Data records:
⁂

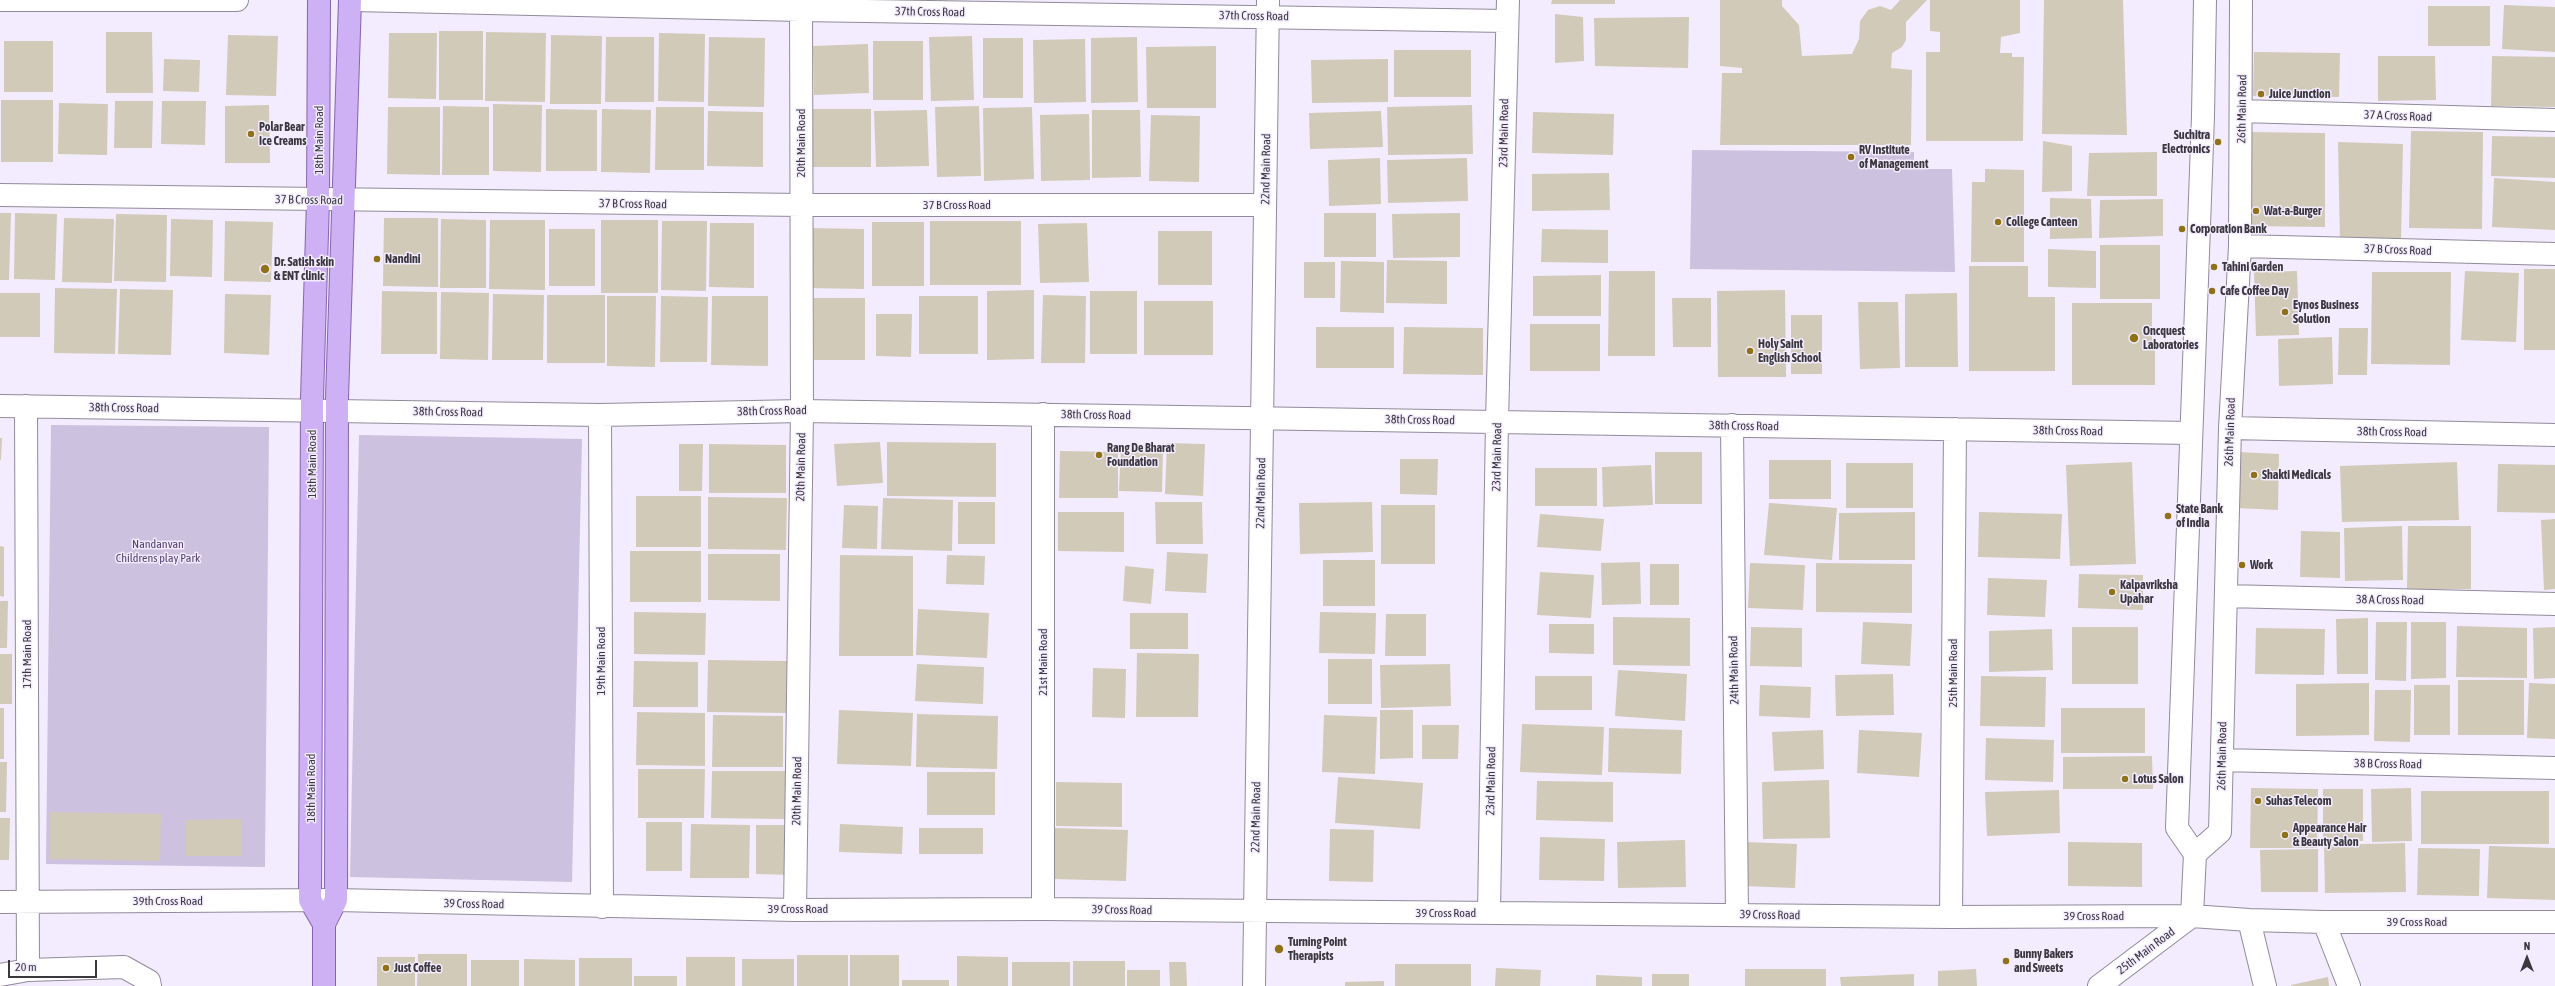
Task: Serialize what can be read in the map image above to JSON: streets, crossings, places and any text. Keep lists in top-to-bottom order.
{
  "streets": {
    "main road": ["18th Main Road"],
    "street": [
      "37th Cross Road",
      "26th Main Road",
      "37 A Cross Road",
      "23rd Main Road",
      "20th Main Road",
      "22nd Main Road",
      "37 B Cross Road",
      "38th Cross Road",
      "38 A Cross Road",
      "17th Main Road",
      "19th Main Road",
      "21st Main Road",
      "24th Main Road",
      "25th Main Road",
      "38 B Cross Road",
      "39th Cross Road",
      "39 Cross Road"
    ]
  },
  "crossings": [
    ["37th Cross Road", "23rd Main Road"],
    ["37th Cross Road", "20th Main Road"],
    ["37th Cross Road", "22nd Main Road"],
    ["26th Main Road", "37 A Cross Road"],
    ["26th Main Road", "37 B Cross Road"],
    ["26th Main Road", "38th Cross Road"],
    ["26th Main Road", "38 A Cross Road"],
    ["26th Main Road", "38 B Cross Road"],
    ["23rd Main Road", "38th Cross Road"],
    ["23rd Main Road", "39 Cross Road"],
    ["18th Main Road", "37 B Cross Road"],
    ["18th Main Road", "38th Cross Road"],
    ["18th Main Road", "39th Cross Road"],
    ["18th Main Road", "39 Cross Road"],
    ["20th Main Road", "37 B Cross Road"],
    ["20th Main Road", "38th Cross Road"],
    ["20th Main Road", "39 Cross Road"],
    ["22nd Main Road", "37 B Cross Road"],
    ["22nd Main Road", "38th Cross Road"],
    ["22nd Main Road", "39 Cross Road"],
    ["38th Cross Road", "17th Main Road"],
    ["38th Cross Road", "19th Main Road"],
    ["38th Cross Road", "21st Main Road"],
    ["38th Cross Road", "24th Main Road"],
    ["38th Cross Road", "25th Main Road"],
    ["17th Main Road", "39th Cross Road"],
    ["19th Main Road", "39 Cross Road"],
    ["21st Main Road", "39 Cross Road"],
    ["24th Main Road", "39 Cross Road"],
    ["25th Main Road", "39 Cross Road"],
    ["39th Cross Road", "39 Cross Road"]
  ],
  "parks": ["Nandanvan Childrens play Park"],
  "places": [
    "Juice Junction",
    "Polar Bear Ice Creams",
    "Suchitra Electronics",
    "RV Institute of Management",
    "Wat-a-Burger",
    "College Canteen",
    "Corporation Bank",
    "Nandini",
    "Tahini Garden",
    "Dr. Satish skin & ENT clinic",
    "Cafe Coffee Day",
    "Eynos Business Solution",
    "Oncquest Laboratories",
    "Holy Saint English School",
    "Rang De Bharat Foundation",
    "Shakti Medicals",
    "State Bank of India",
    "Work",
    "Kalpavriksha Upahar",
    "Lotus Salon",
    "Suhas Telecom",
    "Appearance Hair & Beauty Salon",
    "Turning Point Therapists",
    "Bunny Bakers and Sweets",
    "Just Coffee"
  ],
  "scale_bar": "20 m",
  "north": "top"
}
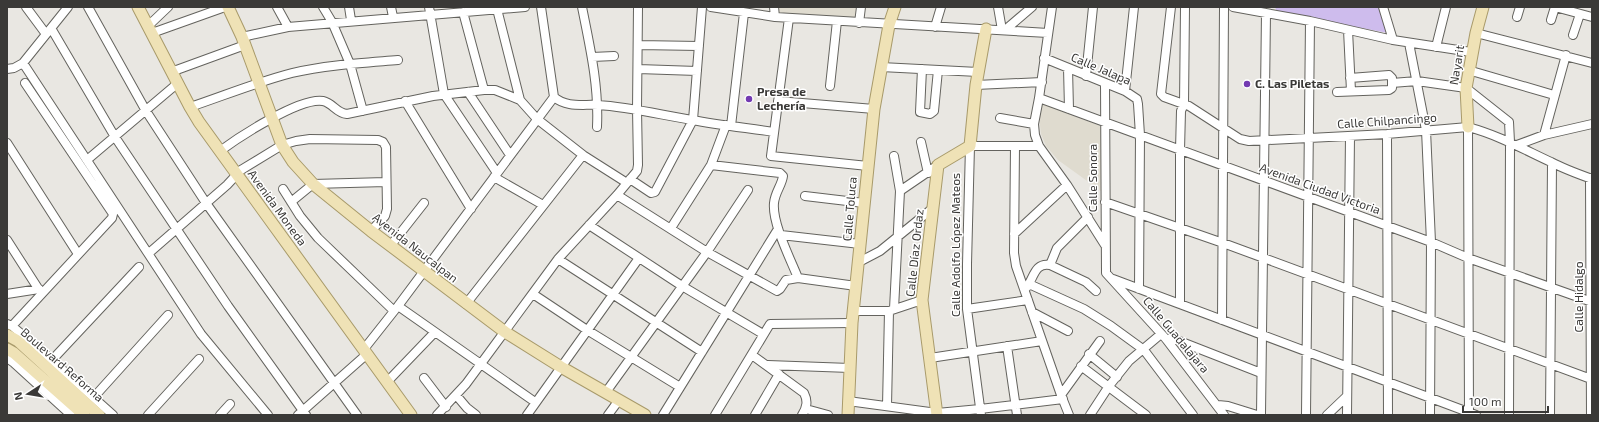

⁂

### Assignment
Count, and answer with the number only: how many lines of the data include the string "streets"?

### Solution to this task
2